Se na antropologia o assunto ganhou densidade no século 20, foi a literatura que inaugurou a discussão. Já no 18, autores passaram a dedicar obras baseadas no mundo indígena, a partir de relatos de pessoas que tiveram contato com diferentes etnias e nas crônicas de viajantes dos séculos 16 e 17. O Uraguai, poema épico de 1769, escrito por Basílio da Gama, critica frontalmente os jesuítas em suas relações com os índios. Caramuru, escrito em 1781 pelo frei Santa Rita Durão, é outro exemplo de épico que relata a história de um náufrago português que viveu entre o povo indígena.
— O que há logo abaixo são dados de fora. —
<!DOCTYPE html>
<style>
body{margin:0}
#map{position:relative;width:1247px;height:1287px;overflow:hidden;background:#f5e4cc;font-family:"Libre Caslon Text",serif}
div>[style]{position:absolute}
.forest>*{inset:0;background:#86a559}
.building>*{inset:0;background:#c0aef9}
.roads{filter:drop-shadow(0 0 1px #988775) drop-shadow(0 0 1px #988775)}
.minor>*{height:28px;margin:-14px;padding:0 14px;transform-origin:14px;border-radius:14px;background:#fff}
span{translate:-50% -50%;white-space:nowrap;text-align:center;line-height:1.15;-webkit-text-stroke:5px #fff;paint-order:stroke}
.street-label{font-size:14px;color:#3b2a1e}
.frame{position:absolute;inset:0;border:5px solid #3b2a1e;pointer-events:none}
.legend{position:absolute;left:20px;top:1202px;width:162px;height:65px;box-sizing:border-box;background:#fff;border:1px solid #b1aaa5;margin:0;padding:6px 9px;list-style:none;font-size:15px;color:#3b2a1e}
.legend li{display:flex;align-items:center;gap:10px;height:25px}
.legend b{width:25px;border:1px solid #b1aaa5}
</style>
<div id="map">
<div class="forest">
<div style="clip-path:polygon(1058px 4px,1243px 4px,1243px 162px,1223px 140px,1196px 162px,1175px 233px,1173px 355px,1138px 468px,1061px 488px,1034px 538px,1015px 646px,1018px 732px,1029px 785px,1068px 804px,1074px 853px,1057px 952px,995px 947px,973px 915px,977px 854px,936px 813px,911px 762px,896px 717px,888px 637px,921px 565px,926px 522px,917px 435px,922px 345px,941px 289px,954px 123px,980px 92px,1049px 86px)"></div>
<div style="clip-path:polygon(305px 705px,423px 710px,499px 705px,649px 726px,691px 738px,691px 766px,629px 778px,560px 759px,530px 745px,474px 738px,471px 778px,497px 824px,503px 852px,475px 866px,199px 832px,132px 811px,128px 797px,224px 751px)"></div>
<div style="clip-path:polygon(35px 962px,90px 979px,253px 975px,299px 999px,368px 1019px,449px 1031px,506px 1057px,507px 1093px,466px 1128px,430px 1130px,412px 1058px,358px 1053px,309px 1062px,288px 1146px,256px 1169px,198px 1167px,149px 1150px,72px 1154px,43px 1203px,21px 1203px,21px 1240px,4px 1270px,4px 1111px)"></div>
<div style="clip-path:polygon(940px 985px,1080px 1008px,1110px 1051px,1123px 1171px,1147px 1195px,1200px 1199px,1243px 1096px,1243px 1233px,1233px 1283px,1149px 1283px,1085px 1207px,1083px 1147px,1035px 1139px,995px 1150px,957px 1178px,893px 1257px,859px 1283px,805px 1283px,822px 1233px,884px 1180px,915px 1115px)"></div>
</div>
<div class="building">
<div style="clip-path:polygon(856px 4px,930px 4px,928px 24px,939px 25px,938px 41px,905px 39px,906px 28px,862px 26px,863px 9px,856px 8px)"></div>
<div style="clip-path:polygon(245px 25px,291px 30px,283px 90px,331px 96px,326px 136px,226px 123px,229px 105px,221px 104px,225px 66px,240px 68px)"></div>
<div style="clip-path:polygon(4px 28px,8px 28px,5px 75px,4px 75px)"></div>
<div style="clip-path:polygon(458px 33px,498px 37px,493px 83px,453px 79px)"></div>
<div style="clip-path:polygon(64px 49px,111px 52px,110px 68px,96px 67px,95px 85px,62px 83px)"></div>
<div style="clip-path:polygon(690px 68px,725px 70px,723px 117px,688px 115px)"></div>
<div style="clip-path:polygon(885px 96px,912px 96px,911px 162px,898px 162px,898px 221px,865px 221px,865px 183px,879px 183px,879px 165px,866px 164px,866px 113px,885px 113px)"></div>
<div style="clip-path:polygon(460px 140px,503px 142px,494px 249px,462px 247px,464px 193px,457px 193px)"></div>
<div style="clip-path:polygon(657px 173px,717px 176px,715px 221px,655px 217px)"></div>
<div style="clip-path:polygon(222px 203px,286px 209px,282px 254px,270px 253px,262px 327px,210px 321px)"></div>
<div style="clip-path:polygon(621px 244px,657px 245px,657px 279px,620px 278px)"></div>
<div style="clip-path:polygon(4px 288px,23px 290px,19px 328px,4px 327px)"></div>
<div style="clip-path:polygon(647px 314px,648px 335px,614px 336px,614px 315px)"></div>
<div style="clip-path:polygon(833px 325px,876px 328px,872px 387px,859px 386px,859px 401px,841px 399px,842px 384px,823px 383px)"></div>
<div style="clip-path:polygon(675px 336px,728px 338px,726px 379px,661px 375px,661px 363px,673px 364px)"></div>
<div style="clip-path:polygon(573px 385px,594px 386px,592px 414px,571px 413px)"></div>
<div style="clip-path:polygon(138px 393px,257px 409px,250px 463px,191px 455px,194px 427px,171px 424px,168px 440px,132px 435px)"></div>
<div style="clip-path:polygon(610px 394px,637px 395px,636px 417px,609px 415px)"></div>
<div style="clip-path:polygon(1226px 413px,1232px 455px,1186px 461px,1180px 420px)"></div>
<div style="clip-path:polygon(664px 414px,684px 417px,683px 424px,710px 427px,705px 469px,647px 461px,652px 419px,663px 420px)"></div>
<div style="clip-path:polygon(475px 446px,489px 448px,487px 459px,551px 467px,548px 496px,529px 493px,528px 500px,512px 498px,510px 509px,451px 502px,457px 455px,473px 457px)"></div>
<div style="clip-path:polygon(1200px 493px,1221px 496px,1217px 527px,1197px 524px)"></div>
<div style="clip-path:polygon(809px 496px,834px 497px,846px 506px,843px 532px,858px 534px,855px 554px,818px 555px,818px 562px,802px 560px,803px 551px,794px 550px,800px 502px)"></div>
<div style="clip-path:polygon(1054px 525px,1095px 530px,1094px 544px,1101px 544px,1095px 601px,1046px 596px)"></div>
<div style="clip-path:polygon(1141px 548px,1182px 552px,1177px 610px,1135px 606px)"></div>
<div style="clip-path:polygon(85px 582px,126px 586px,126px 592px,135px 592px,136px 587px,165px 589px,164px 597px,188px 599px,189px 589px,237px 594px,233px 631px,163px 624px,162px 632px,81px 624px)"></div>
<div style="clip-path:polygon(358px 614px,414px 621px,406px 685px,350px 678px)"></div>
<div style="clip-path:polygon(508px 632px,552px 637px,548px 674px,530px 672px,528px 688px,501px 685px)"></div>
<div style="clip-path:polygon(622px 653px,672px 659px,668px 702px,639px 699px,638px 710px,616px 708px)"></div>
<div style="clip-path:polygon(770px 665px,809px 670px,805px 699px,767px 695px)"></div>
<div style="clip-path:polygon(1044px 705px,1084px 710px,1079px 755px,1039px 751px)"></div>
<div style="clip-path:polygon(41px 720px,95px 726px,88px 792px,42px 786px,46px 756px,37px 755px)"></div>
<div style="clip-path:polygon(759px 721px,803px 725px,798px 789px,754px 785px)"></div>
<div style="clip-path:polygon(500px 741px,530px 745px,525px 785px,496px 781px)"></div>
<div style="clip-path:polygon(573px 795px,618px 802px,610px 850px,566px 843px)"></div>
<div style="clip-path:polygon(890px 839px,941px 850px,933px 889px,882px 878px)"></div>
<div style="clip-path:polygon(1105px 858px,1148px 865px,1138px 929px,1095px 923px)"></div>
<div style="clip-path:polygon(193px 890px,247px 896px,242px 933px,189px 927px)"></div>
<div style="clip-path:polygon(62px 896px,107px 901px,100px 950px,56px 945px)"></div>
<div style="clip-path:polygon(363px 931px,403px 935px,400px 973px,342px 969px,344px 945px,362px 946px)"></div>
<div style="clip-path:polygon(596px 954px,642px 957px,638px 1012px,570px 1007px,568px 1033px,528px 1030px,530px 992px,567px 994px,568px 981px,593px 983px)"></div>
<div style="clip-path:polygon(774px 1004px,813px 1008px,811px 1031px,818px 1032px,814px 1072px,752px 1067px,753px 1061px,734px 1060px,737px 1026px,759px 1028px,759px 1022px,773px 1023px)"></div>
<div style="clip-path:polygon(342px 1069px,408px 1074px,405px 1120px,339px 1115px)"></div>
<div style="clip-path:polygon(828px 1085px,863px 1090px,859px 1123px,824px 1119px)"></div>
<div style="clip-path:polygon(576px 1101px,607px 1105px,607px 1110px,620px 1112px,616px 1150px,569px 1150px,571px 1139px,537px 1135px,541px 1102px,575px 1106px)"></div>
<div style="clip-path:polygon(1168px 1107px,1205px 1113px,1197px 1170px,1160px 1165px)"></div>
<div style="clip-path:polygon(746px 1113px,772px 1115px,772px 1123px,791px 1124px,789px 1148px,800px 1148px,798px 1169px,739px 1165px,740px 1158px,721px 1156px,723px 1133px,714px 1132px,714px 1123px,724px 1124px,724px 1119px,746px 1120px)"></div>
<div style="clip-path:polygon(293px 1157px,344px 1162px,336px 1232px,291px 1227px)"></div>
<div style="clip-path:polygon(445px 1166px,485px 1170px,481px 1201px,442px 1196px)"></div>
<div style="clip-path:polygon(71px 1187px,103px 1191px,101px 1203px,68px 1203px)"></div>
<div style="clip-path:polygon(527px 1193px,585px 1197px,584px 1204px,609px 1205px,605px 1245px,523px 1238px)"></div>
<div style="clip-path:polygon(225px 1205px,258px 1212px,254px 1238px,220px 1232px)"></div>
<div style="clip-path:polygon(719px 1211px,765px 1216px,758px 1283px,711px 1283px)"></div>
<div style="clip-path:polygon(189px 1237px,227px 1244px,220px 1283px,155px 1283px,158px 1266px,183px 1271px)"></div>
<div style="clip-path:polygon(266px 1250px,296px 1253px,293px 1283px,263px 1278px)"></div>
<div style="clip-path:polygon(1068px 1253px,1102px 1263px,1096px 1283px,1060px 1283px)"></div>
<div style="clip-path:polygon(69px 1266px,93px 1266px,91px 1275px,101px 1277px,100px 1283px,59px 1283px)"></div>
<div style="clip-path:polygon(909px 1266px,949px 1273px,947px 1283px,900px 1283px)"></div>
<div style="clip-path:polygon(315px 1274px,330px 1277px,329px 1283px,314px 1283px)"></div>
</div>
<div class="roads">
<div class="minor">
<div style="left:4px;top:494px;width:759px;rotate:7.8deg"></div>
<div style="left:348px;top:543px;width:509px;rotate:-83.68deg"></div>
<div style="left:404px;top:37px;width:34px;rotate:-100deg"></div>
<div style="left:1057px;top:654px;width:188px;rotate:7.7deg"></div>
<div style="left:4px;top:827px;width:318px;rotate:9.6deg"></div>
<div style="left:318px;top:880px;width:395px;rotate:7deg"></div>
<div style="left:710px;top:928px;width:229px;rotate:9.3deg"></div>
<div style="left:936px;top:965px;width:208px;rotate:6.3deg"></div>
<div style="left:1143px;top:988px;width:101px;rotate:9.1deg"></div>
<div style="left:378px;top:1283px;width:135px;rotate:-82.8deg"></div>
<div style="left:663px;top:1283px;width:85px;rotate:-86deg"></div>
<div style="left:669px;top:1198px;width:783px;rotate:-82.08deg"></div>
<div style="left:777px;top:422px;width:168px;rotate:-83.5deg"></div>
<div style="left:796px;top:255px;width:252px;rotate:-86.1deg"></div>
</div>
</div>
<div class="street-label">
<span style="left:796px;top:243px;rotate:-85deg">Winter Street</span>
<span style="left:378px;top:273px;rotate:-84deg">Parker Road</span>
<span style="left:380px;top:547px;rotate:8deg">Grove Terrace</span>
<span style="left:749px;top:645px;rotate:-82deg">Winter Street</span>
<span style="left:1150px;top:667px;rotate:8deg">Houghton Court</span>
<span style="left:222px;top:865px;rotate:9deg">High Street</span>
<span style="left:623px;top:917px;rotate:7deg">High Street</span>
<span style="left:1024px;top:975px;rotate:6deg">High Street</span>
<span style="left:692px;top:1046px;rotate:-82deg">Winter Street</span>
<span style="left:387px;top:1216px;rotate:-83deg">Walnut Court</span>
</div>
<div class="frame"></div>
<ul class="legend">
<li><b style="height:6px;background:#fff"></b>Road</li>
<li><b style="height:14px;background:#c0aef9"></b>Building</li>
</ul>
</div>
É na primeira geração de escritores do Romantismo, do século 19, que o índio vira foco da literatura brasileira, representando a pureza, o heroísmo, a coragem e o homem não corrompido pela sociedade. Nessa época, surgem diversos personagens-heróis que marcam a literatura indianista, como I-Juca-Pirama (Gonçalves Dias), O guarani, Iracema e Ubirajara (José de Alencar). O selvagem, de Couto de Magalhães, foi escrito a pedido de D. Pedro II para a Exposição Mundial de Filadélfia (EUA), em 1876. Já no século 20, o romance Quarup (esgotado), de Antônio Callado, se desenrola no Xingu.

CHOQUE CULTURAL?
Se o primeiro contato entre “homens brancos” e índios causou profundo estranhamento, mais de 500 anos depois – apesar de toda a evolução feita no campo das ciências sociais –, este choque cultural parece não ter sido resolvido. Ambos parecem se conhecer na mesma profundidade relatada em 1500. Não faltam motivos para a deficiência na comunicação e interação, porém a ausência da escrita formal, em português, figura mais uma vez como uma das responsáveis. Fica tudo como na época de Caminha: não índio contando a história de índio.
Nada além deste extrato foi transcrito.